To do ▸
Compute how many lines below contain the word "name" and respond with that number only.

Dataset records ▸
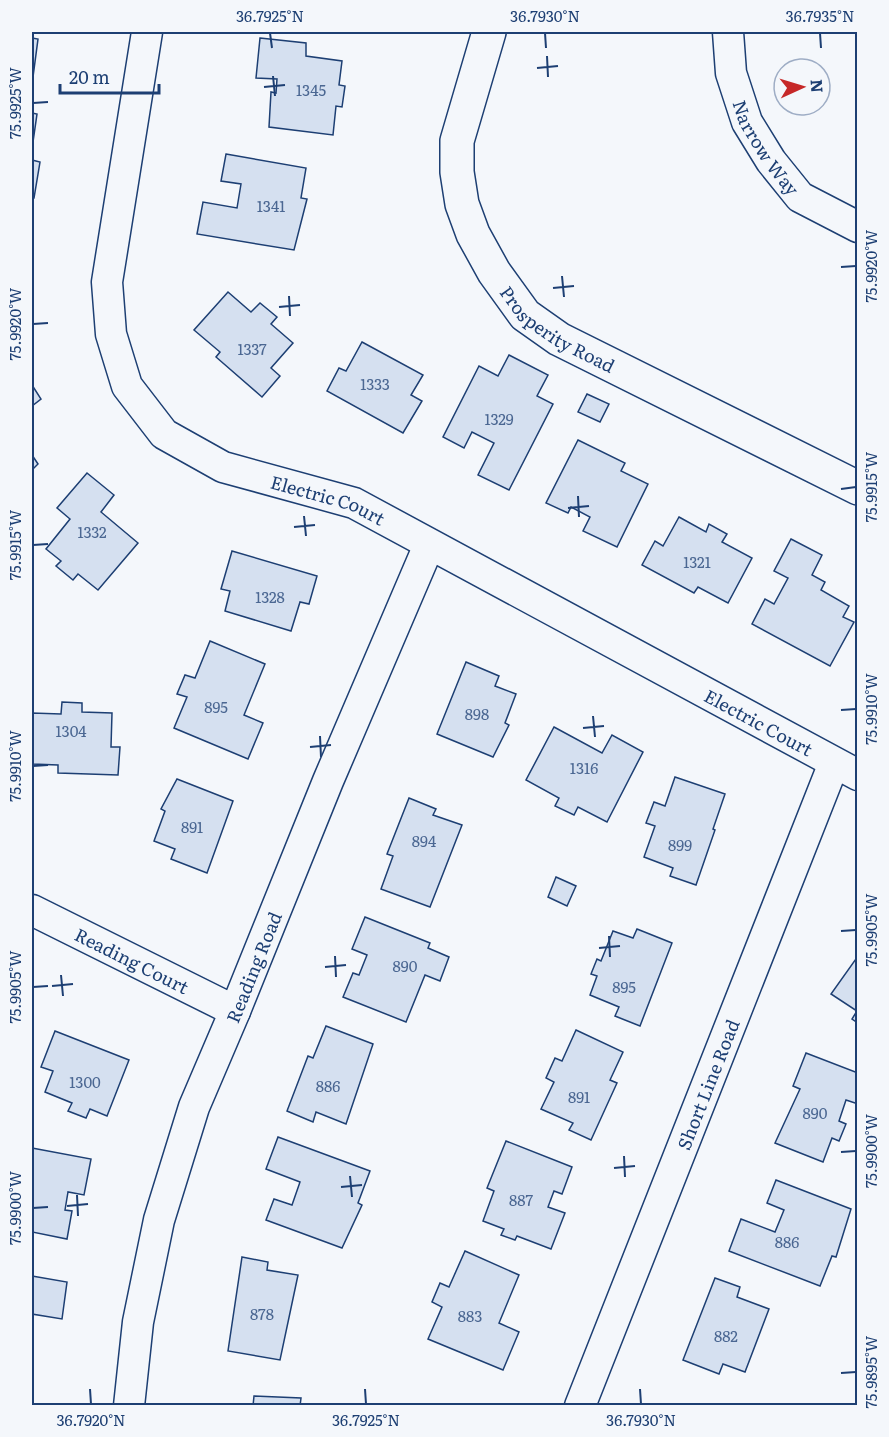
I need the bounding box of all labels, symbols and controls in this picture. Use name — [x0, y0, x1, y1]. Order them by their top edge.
text: 36.7925°N — [236, 4, 304, 27]
text: 36.7930°N — [510, 4, 580, 27]
text: 36.7935°N — [786, 4, 854, 27]
scale bar — [60, 57, 159, 95]
north arrow — [772, 57, 832, 117]
text: 20 m — [69, 63, 110, 90]
text: 75.9925°W — [3, 66, 26, 139]
house number: 1345 — [296, 78, 326, 101]
text: N — [806, 78, 830, 93]
street label: Narrow Way — [727, 96, 807, 201]
house number: 1341 — [257, 194, 285, 217]
text: 75.9920°W — [859, 229, 882, 302]
street label: Prosperity Road — [494, 280, 620, 378]
text: 75.9920°W — [3, 287, 26, 360]
house number: 1337 — [237, 337, 267, 360]
house number: 1333 — [360, 372, 390, 395]
house number: 1329 — [484, 407, 514, 430]
text: 75.9915°W — [859, 451, 882, 522]
street label: Electric Court — [268, 467, 391, 531]
text: 75.9915°W — [3, 509, 26, 580]
house number: 1332 — [77, 520, 107, 543]
house number: 1321 — [683, 550, 711, 573]
house number: 1328 — [255, 585, 285, 608]
text: 75.9910°W — [859, 673, 882, 745]
street label: Electric Court — [700, 681, 819, 762]
house number: 895 — [204, 695, 228, 718]
house number: 898 — [465, 702, 489, 725]
house number: 1304 — [55, 719, 87, 742]
text: 75.9910°W — [3, 730, 26, 802]
house number: 1316 — [570, 756, 598, 779]
house number: 891 — [181, 815, 203, 838]
house number: 894 — [412, 829, 436, 852]
house number: 899 — [668, 833, 692, 856]
text: 75.9905°W — [859, 893, 882, 967]
street label: Reading Road — [218, 907, 287, 1027]
street label: Reading Court — [71, 920, 195, 1000]
text: 75.9905°W — [3, 950, 26, 1024]
house number: 890 — [393, 954, 418, 977]
house number: 895 — [612, 975, 636, 998]
street label: Short Line Road — [669, 1015, 745, 1153]
house number: 1300 — [69, 1070, 101, 1093]
house number: 886 — [316, 1074, 340, 1097]
house number: 891 — [568, 1085, 590, 1108]
house number: 890 — [803, 1101, 828, 1124]
text: 75.9900°W — [859, 1113, 882, 1188]
text: 75.9900°W — [3, 1170, 26, 1245]
house number: 887 — [509, 1188, 533, 1211]
house number: 886 — [775, 1230, 799, 1253]
house number: 878 — [250, 1302, 274, 1325]
house number: 883 — [458, 1304, 482, 1327]
house number: 882 — [714, 1324, 738, 1347]
text: 75.9895°W — [859, 1335, 882, 1408]
text: 36.7920°N — [56, 1408, 126, 1431]
text: 36.7925°N — [332, 1408, 400, 1431]
text: 36.7930°N — [606, 1408, 676, 1431]

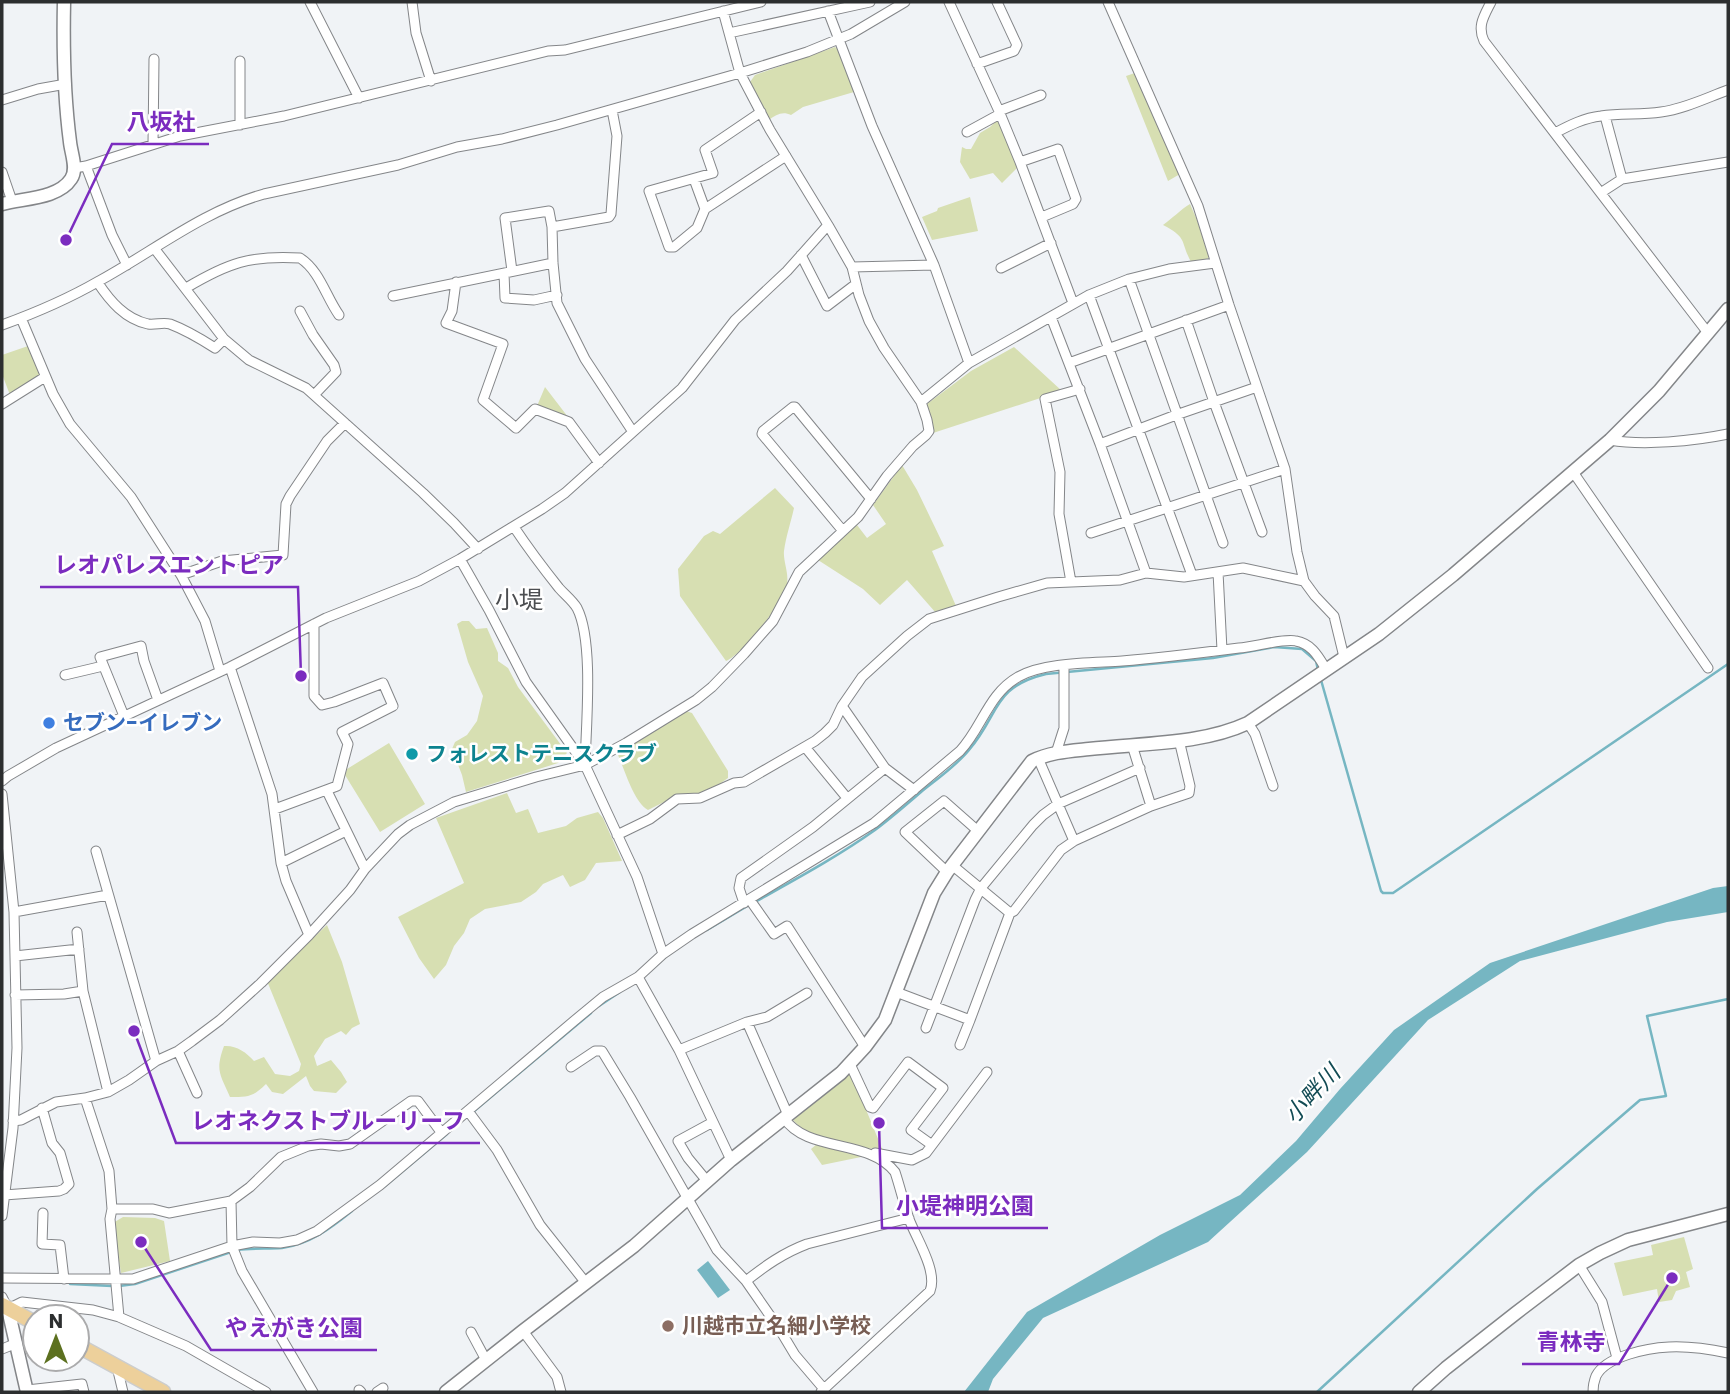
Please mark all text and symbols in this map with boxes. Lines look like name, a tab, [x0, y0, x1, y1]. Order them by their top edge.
callout: 八坂社	[112, 100, 209, 144]
text: 八坂社	[127, 106, 196, 138]
callout: レオパレスエントピア	[40, 543, 298, 587]
text: レオパレスエントピア	[54, 549, 284, 581]
district label: 小堤	[495, 583, 543, 616]
place label: セブン-イレブン	[63, 708, 222, 737]
marker: セブン-イレブン	[41, 715, 57, 731]
place label: フォレストテニスクラブ	[426, 739, 657, 768]
marker: フォレストテニスクラブ	[404, 746, 420, 762]
water label: 小畔川	[1277, 1056, 1349, 1130]
callout: レオネクストブルーリーフ	[176, 1099, 480, 1143]
text: レオネクストブルーリーフ	[191, 1105, 465, 1137]
callout: 小堤神明公園	[882, 1184, 1048, 1228]
text: 小堤神明公園	[896, 1190, 1034, 1222]
north arrow	[21, 1303, 91, 1373]
callout: やえがき公園	[211, 1306, 377, 1350]
text: N	[49, 1308, 63, 1335]
place label: 川越市立名細小学校	[682, 1311, 871, 1340]
text: やえがき公園	[225, 1312, 363, 1344]
marker: 川越市立名細小学校	[660, 1318, 676, 1334]
callout: 青林寺	[1522, 1320, 1619, 1364]
text: 青林寺	[1537, 1326, 1606, 1358]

Written reply ▸
2